Does this mean that quantum mechanics infiltrates into the macroscopic level more extensively than hitherto presumed?

Once again, the question is perhaps not whether quantum physics holds sway over our natural environment. As a matter of fact, also in the context of DNA mutation have several researchers argued away from such dualistic framing.

Concerning hole transfers of electrons in DNA, Yuri Berlin et al., for example, come to the conclusion that both classical hopping and quantum tunneling fulfil a role. They clearly state that “for short AT bridges, hole transfer between two G bases proceeds via quantum mechanical tunneling[, whereas] hopping over long bridges requires thermal activation.

The Leading Dance of the Small

In our natural habitat, “quantum effects could be more significant than previously anticipated and deserves further study”, insist Wei Fang et al. And some scientists even believe that the next logical question within the field of quantum biology extends to whether these effects could be upscaled from molecules to macroscopic-sized organisms like tardigrades.

Whatever the case may be, quantum biology might well turn out to be a promising candidate that appreciably contributes to improving both the human condition and our planet’s health.

Having a more thorough grip on nature’s trick within the light-harvesting component of photosynthesis could ultimately enhance our solar energy technologies. And obtaining a more comprehensive picture about the relevance of quantum processes in cells may help us to advance closer to a mastery of the development of cancer, myotonic dystrophy, neurofibromatosis or sickle cell anemia.

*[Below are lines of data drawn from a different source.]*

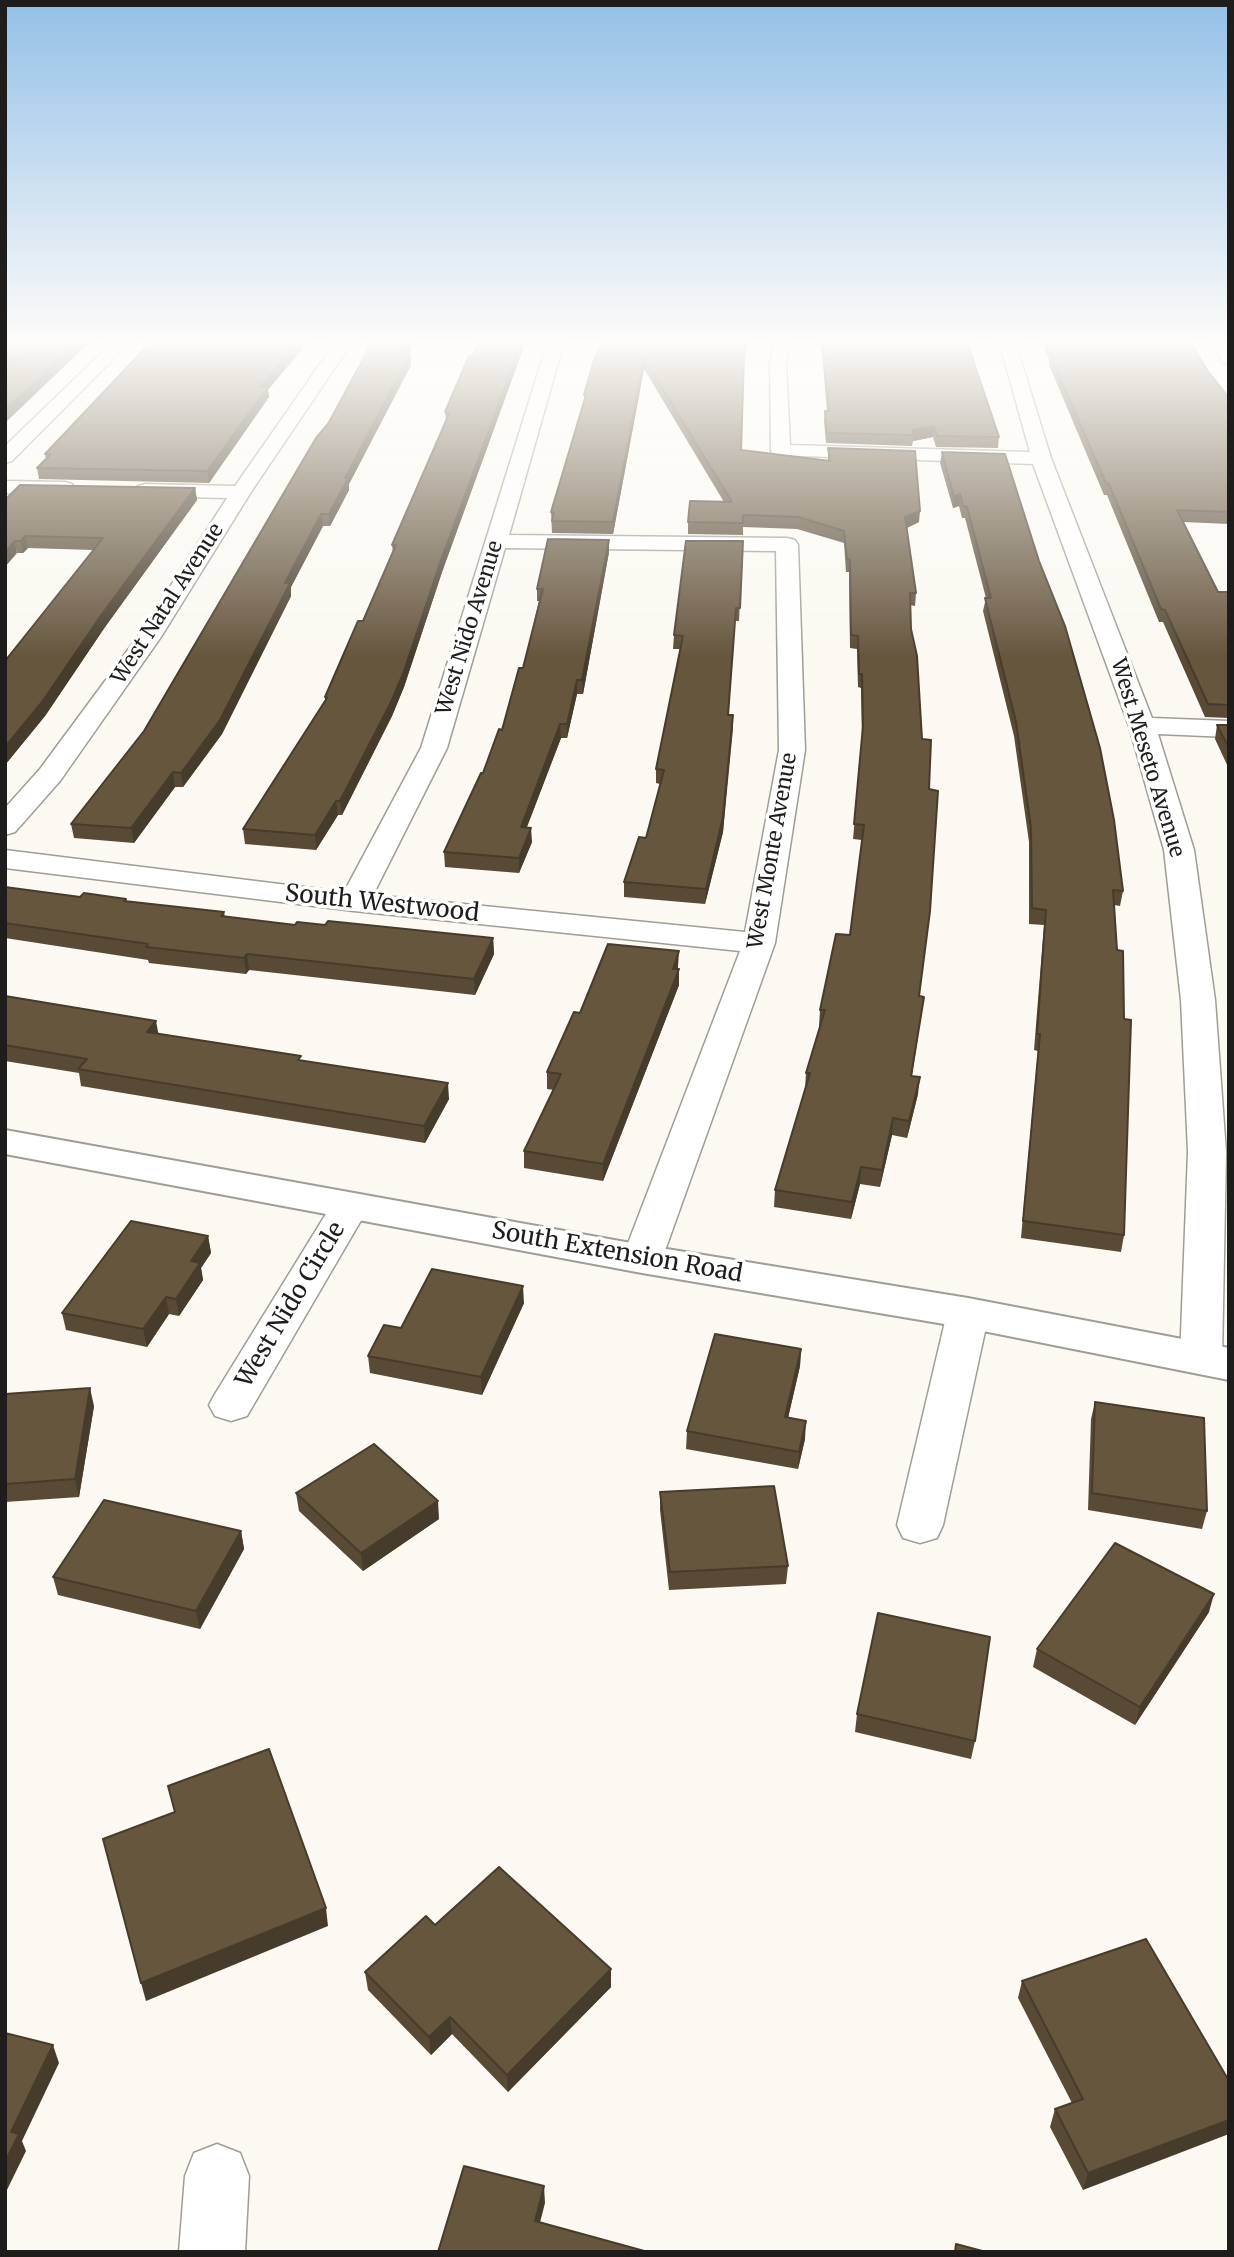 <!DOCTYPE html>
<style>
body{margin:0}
#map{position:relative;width:1234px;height:2257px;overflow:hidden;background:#fbf9f2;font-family:Merriweather,serif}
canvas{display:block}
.frame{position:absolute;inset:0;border:7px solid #1e1d1b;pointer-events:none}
</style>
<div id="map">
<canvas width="1234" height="2257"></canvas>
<div class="frame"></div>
</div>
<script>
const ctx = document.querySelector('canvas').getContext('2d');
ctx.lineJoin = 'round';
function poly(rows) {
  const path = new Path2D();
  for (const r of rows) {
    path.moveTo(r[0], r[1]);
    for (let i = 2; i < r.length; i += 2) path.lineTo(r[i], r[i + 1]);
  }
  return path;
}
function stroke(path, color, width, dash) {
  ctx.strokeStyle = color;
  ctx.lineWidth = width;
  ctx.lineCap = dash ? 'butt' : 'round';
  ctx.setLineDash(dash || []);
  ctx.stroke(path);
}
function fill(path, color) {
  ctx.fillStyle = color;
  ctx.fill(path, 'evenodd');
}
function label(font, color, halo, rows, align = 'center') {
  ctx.font = font + ' Merriweather,serif';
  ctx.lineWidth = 7;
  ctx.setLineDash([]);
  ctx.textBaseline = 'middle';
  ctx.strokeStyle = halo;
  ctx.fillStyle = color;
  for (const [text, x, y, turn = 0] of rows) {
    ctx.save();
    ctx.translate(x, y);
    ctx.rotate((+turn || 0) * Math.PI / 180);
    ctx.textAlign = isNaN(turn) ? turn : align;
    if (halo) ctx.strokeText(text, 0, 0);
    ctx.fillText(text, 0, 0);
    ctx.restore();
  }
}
const minor = poly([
 [114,341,131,341,12,461,5,463,5,446,114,341],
 [336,341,353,341,251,492,161,637,60,781,15,832,5,835,5,808,40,769,139,635,227,498,145,496,138,494,135,490,138,486,145,484,235,486,336,341],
 [509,341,564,342,509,535,787,538,795,540,798,545,805,750,775,943,662,1259,656,1268,642,1272,628,1268,622,1259,740,951,354,911,5,868,5,850,344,892,421,748,546,347,517,346,509,341],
 [505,548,776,551,779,750,745,932,373,895,447,748,505,548],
 [774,341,790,341,786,363,790,445,1030,452,999,341,1015,341,1051,458,1152,718,1229,721,1229,737,1158,734,1194,850,1215,1000,1226,1152,1222,1359,1216,1370,1201,1374,1186,1370,1180,1359,1188,1152,1181,1000,1164,850,1129,726,1033,464,774,455,771,451,770,363,774,341],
 [1212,341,1228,341,1229,364,1223,363,1212,341],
 [5,481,65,482,72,484,75,488,72,492,65,494,5,493,5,481],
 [351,1193,365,1196,370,1205,247,1416,231,1421,215,1416,209,1405,215,1394,337,1196,351,1193],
 [968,1299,983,1303,989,1313,943,1525,937,1538,920,1543,903,1538,897,1525,947,1313,953,1303,968,1299],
 [217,2144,240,2153,249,2176,245,2252,179,2252,185,2176,194,2153,217,2144]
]);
const tertiary = poly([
 [5,1130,642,1245,968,1298,1229,1348,1229,1380,968,1328,642,1273,5,1154,5,1130]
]);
const wall = poly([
 [480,341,522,341,523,349,442,572,404,687,392,716,342,815,338,815,316,850,245,844,243,829,325,701,325,697,363,621,393,553,392,545,446,421,445,412],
 [600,341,747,341,744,367,741,450,828,460,828,448,919,522,907,528,916,593,915,606,910,605,920,996,924,997,912,1076,918,1094,907,1138,892,1135,880,1187,860,1184,851,1219,774,1207,775,1190,805,1089,806,1073,820,1026,819,1026,820,1010,850,935,862,840,853,839,862,740,861,688,858,687,857,649,850,648,849,572,846,572,844,543,797,529,743,527,743,535,688,534,688,522,724,502,644,369,613,534,552,533,551,512,584,403,584,395,603,342,600,342],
 [821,341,969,341,969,348,999,437,998,448,936,447,933,437,913,441,912,446,826,443,824,421,825,411,827,411],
 [1042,341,1190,341,1207,370,1229,398,1229,524,1183,522,1218,592,1229,593,1229,718,1205,717,1163,622,1159,622,1107,495,1104,495,1049,365,1049,360],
 [412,348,408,355,410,355,411,365,349,484,349,490,330,526,323,526,291,587,291,596,222,734,183,787,175,787,134,843,74,838,71,824,144,731],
 [268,390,269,397,209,483,39,479,37,468,46,459,45,454],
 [942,452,1005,454,1123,891,1120,906,1114,905,1124,1235,1121,1252,1021,1238,1038,1051,1034,1050,1044,925,1029,924,1029,842,1014,736,983,611,986,598,965,518,962,518,959,506,953,508,940,463],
 [195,488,197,500,105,627,45,716,5,765,5,661,93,550,28,548,23,553,17,553,5,500],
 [743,541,739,621,735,621,728,715,733,715,733,729,723,832,705,904,624,897,624,882,646,838,660,784,656,783,656,769,680,649,673,649,674,635],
 [609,552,583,694,577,694,567,738,561,738,527,827,532,842,519,873,445,867,444,852,483,773,502,730,523,668,539,601,537,601,537,589],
 [1217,725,1229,725,1229,769,1215,739],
 [5,887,80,897,224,912,225,917,295,925,325,925,493,938,494,954,475,995,249,970,246,974,149,963,148,960,5,938],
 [678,967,679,985,603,1181,524,1168,524,1151,554,1090,547,1089,547,1072,580,1013],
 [5,996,159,1034,302,1061,449,1099,425,1143,81,1086,79,1073,5,1061],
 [208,1236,211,1253,201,1268,203,1280,179,1316,169,1314,147,1347,66,1330,62,1313],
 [524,1303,482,1395,370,1373,368,1356,401,1328],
 [801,1349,800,1366,788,1418,805,1439,798,1469,686,1449,687,1431],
 [5,1394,94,1406,79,1497,5,1502],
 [1095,1402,1207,1511,1202,1529,1088,1510,1091,1419],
 [660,1492,788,1566,786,1584,669,1590,660,1510],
 [296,1493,439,1519,363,1571,299,1511],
 [241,1531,244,1549,200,1629,58,1595,53,1577],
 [1209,1612,1135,1725,1033,1667,1037,1649],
 [857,1714,975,1741,971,1759,855,1732],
 [435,1925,611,1969,611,1987,508,2092,452,2034,431,2055,368,1990,365,1972],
 [1022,1981,1229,2081,1083,2190,1050,2127,1055,2109,1072,2103,1018,1998]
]);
const shadedWall = poly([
 [79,341,91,341,5,423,5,410],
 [300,341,309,341,268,390,269,397,209,483,207,471,260,387],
 [410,341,412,341,412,348,403,365,403,355],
 [522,341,523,349,442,572,404,687,392,716,342,815,340,801,441,560],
 [410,355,411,365,349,484,349,490,330,526,329,514,345,478],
 [19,356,5,372,5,361],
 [644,359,644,369,613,534,613,522],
 [934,426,933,437,913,441,913,430],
 [195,488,197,500,105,627,45,716,5,765,5,747],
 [960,494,959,506,953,508,954,497],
 [920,511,919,522,904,529,905,517],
 [321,514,323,526,291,587,291,596,222,734,183,787,181,773],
 [25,536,28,548,23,553,21,541],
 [609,540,609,552,583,694,582,680],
 [15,541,17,553,5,567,5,552],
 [577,680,577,694,567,738,567,724],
 [733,715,723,832,705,904,706,889],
 [560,724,561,738,521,842,521,827],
 [173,772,175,787,134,843,131,828],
 [336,801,338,815,316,850,315,835],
 [531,828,532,842,519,873,519,858],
 [493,938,494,954,475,995,474,979],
 [679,951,678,967,672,984,673,969],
 [247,954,249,970,246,974,244,958],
 [679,969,679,985,603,1181,603,1164],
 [156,1021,159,1037,147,1032],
 [920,1077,918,1094,907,1138,909,1121],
 [448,1083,449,1099,425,1143,424,1126],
 [893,1118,892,1135,880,1187,882,1170],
 [861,1167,860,1184,851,1219,852,1202],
 [208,1236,211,1253,201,1268,203,1280,179,1316,176,1299,191,1261],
 [523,1286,524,1303,482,1395,481,1377],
 [166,1297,169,1314,147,1347,143,1329],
 [801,1349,800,1366,784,1435,785,1417],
 [90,1388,94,1406,79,1497,75,1479],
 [806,1421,805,1439,798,1469,799,1452],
 [438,1501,439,1519,363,1571,361,1553],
 [241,1531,244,1549,200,1629,196,1611],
 [1214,1594,1209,1612,1135,1725,1140,1707],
 [326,1908,328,1926,146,2001,141,1983],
 [611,1969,611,1987,508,2092,507,2075],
 [450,2017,452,2034,431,2055,429,2037],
 [53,2045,59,2063,22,2141,26,2151,5,2194,5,2162,11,2132],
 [1229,2120,1229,2134,1083,2190,1088,2173],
 [544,2186,545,2203,536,2238,535,2221]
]);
const building = poly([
 [5,341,79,341,5,410,5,367,19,356,5,361,5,341],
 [152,341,300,341,260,387,268,387,207,471,37,468,51,454,45,454,152,341],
 [373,341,410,341,403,355,410,355,345,478,348,478,329,514,321,514,285,583,290,583,220,720,181,773,173,772,131,828,71,824,144,731,316,438,328,424,373,341],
 [480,341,522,341,441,560,403,674,391,702,340,801,336,801,315,835,243,829,327,698,325,697,358,621,363,621,396,545,392,545,449,414,445,412,469,356,473,356,480,341],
 [603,341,746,341,744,358,741,450,830,461,828,448,915,451,920,511,905,517,916,593,910,593,911,629,917,656,922,739,931,740,929,789,938,791,930,911,919,996,924,997,911,1076,920,1077,909,1121,893,1118,882,1170,861,1167,852,1202,775,1190,810,1073,806,1073,825,1010,820,1010,836,934,850,935,864,825,854,824,863,726,862,674,859,674,858,636,851,635,850,560,847,559,844,531,798,517,743,515,743,523,688,522,690,501,732,502,644,359,613,522,552,521,554,513,551,512,586,395,584,395,594,360,603,341],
 [822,341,969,341,969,348,999,437,937,436,934,426,913,430,913,435,827,433,825,411,829,411,822,341],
 [1047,341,1190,341,1207,370,1229,398,1229,512,1177,510,1218,592,1228,592,1229,593,1229,705,1208,704,1165,610,1161,609,1109,484,1106,483,1050,355,1053,355,1047,341],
 [942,452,1005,454,1039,561,1065,626,1100,748,1114,820,1123,891,1113,890,1117,950,1123,951,1124,1019,1131,1020,1124,1235,1023,1221,1040,1034,1037,1034,1046,910,1032,908,1031,828,1016,722,985,598,991,598,967,507,963,506,960,494,954,497,942,452],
 [20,485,195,488,102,614,42,702,5,747,5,661,103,538,25,536,21,541,15,541,5,552,5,500,20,485],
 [548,539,609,540,582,680,577,680,567,724,560,724,521,827,531,828,519,858,444,852,481,773,483,773,499,729,502,730,519,668,523,668,543,589,537,589,548,539],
 [686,541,743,541,740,608,736,608,728,715,733,715,723,817,706,889,624,882,639,837,646,838,664,770,656,769,683,636,674,635,686,541],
 [1217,725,1229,725,1229,748,1217,725],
 [5,887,80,897,84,893,126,899,124,901,224,912,221,916,295,925,297,922,325,925,328,921,493,938,474,979,247,954,244,958,146,947,148,944,5,923,5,887],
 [608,944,679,951,673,969,679,969,603,1164,524,1151,561,1074,547,1072,574,1012,580,1013,608,944],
 [5,996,156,1021,147,1032,301,1056,298,1060,448,1083,424,1126,78,1069,87,1059,5,1045,5,996],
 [131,1221,208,1236,191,1261,200,1263,176,1299,166,1297,143,1329,62,1313,131,1221],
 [432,1269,523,1286,481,1377,368,1356,384,1325,401,1328,432,1269],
 [715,1334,801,1349,785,1417,806,1421,799,1452,687,1431,715,1334],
 [90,1388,75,1479,5,1484,5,1394,90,1388],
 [1095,1402,1204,1418,1207,1511,1092,1493,1095,1402],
 [374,1444,438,1501,361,1553,296,1493,374,1444],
 [774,1486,788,1566,670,1572,660,1492,774,1486],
 [104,1500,241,1531,196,1611,53,1577,104,1500],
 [1115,1543,1214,1594,1140,1707,1037,1649,1115,1543],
 [878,1613,990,1637,975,1741,857,1714,878,1613],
 [269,1749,326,1908,141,1983,103,1839,175,1812,168,1786,269,1749],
 [499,1867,611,1969,507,2075,450,2017,429,2037,365,1972,426,1916,435,1925,499,1867],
 [1146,1939,1229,2081,1229,2120,1088,2173,1055,2109,1083,2099,1022,1981,1146,1939],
 [5,2033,53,2045,11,2132,19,2134,5,2162,5,2033],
 [464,2166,544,2186,535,2221,648,2252,438,2252,464,2166],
 [956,2244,986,2252,955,2252,956,2244]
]);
const farStreetnames = [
 ["West Natal Avenue",168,604,-57],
 ["West Nido Avenue",470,628,-73],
 ["West Meseto Avenue",1147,758,73],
 ["West Monte Avenue",773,851,-80]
];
const streetNames = [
 ["South Westwood",382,904,6],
 ["South Extension Road",617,1253,10],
 ["West Nido Circle",291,1305,-59]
];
stroke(minor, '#9e9d96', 3);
stroke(tertiary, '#9e9d96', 4);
fill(minor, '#fff');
fill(tertiary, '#fff');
fill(wall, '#584a35');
fill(shadedWall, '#473c2b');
fill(building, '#66563e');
stroke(building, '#473c2b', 2);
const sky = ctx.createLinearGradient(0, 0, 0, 657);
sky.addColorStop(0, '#93c0e7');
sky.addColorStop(0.52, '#fdfcf9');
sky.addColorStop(1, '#fdfcf900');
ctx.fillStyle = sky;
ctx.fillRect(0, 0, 1234, 657);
label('21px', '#1e1d1b', '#fff', farStreetnames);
label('24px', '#1e1d1b', '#fff', streetNames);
</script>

In the end, Erwin Schrödinger may have been on to something when he said that “we must be prepared to find [living matter] working in a manner that cannot be reduced to the ordinary laws of physics.” (Schrödinger, E. (1967). What Is Life?, Cambridge University Press, pp.76. )

Only when we fully grasp the pertinence of quantum physics to biology, will we also be better geared to appreciate how both the classical and quantum descriptions of life may tango together.